Give yourself a holiday season gift this year of a personal financial advisor who does indeed relate to you personally as well as financially.
And if you already have such an advisor, then give yourself the gift of appreciating how fortunate you are.
Advisor.ca tells the story of a newly divorced woman who went to her advisor with urgent questions about her immediate financial obligations – but was quizzed about her investment risk tolerance and retirement goals.
“I had walked into his office pretty much a broken person,” she said. “My entire future had done a 180. I didn’t know how I was going to pay my mortgage or my bills or my debts.
“The furthest thing from my mind was my retirement. It seemed like an obtuse and insensitive question for him to be asking me.”
Yes, there is a link between being newly single and investment knowledge as well as retirement plans. But the advisor should have been empathetic enough to sense those issues could wait.
What the woman needed now was reassurance – immediate financial coping steps and strategies but even more important, personal support.
I’ve always maintained that personal financial planning is 60 per cent personal and 40 per cent financial …and never more so than at times of personal crisis.
Rona Birenbaum, a fee-only financial planner with Toronto-based Caring for Clients, was quoted in the Advisor.ca article as saying she rarely hears people complaining primarily about poor investment performance.
“There are two things I do hear: ‘I feel like I’m always been sold to,’ or ‘I feel like I’m being talked at or talked over.’”
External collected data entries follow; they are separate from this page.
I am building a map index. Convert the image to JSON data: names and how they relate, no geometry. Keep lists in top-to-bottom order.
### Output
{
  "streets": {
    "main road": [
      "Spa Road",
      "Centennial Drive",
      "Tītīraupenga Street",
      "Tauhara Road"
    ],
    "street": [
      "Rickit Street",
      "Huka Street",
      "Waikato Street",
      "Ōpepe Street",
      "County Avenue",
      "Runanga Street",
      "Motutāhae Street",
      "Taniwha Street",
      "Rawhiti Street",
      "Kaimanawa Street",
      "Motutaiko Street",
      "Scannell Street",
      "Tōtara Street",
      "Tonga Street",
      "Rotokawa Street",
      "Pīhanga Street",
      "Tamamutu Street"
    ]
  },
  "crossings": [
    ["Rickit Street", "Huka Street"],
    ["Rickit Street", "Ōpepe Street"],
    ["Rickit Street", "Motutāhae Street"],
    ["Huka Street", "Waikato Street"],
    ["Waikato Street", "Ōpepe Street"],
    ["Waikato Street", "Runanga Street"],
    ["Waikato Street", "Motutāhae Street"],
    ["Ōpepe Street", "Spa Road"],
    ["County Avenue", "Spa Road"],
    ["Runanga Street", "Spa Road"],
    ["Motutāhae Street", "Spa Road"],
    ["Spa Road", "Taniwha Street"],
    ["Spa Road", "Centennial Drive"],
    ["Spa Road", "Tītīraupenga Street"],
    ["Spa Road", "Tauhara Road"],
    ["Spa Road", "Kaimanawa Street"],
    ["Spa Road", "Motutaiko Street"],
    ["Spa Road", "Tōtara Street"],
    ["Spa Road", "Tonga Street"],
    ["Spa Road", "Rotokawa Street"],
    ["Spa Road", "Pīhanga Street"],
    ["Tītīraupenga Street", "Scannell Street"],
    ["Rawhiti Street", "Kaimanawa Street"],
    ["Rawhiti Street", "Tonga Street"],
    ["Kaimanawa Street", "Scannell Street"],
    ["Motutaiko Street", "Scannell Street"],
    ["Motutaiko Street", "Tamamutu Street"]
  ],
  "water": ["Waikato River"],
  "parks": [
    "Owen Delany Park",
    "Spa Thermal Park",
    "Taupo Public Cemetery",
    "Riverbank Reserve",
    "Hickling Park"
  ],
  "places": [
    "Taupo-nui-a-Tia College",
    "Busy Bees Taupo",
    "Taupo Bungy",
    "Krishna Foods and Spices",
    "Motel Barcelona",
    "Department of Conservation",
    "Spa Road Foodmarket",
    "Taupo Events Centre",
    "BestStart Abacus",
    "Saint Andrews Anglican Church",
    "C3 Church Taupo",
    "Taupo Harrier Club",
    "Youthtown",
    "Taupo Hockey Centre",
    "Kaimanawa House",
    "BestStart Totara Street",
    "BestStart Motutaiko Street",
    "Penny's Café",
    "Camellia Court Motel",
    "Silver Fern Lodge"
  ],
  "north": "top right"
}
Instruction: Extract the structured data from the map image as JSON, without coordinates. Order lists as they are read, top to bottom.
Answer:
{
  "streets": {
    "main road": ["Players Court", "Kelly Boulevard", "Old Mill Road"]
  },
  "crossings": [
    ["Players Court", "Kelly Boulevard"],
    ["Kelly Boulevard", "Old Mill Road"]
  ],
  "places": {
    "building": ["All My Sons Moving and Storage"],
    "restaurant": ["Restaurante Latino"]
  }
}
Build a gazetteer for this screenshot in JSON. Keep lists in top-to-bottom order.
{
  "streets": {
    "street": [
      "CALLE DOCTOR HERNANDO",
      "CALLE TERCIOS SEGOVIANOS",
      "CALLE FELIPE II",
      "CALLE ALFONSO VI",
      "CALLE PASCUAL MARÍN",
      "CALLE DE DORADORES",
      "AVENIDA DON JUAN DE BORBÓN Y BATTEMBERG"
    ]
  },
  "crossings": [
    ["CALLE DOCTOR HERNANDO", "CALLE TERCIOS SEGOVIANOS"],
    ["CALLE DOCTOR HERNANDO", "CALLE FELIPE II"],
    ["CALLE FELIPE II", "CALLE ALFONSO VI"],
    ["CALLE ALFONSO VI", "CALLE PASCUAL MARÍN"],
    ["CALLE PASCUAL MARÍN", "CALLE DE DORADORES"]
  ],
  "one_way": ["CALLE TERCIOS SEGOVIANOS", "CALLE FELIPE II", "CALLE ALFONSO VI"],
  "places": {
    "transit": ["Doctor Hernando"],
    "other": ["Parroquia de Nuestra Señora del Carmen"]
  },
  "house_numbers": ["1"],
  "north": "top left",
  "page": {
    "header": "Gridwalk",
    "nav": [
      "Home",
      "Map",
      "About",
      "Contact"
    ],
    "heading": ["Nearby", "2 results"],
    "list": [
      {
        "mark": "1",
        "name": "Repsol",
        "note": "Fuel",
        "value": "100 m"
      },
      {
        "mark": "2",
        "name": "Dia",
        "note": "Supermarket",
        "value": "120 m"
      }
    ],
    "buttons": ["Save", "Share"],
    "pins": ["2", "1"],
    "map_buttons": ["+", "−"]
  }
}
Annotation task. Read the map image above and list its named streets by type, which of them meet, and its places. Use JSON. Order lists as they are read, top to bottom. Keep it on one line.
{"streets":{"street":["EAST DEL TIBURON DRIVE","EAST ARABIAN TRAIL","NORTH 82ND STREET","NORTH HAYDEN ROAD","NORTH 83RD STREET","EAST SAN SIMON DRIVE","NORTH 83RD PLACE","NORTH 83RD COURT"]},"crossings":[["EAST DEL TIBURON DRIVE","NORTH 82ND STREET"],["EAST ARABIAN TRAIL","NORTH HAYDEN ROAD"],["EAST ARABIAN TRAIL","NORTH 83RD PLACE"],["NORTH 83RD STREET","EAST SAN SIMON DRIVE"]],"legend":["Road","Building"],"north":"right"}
If this describes your adviser, you can tell him (or her) how you feel. Or if that is too confrontational – or you have hinted at this before without success – then it’s definitely time to change advisors.
Ask the advisor what s/he feels the personal-financial percentages should be. And even if s/he does put personal ahead of financial, ask how this translates into the relationship and advice provided.
Mike Grenby is a columnist and independent personal financial adviser; he’ll answer questions in this column as space allows but cannot reply personally - email [email protected]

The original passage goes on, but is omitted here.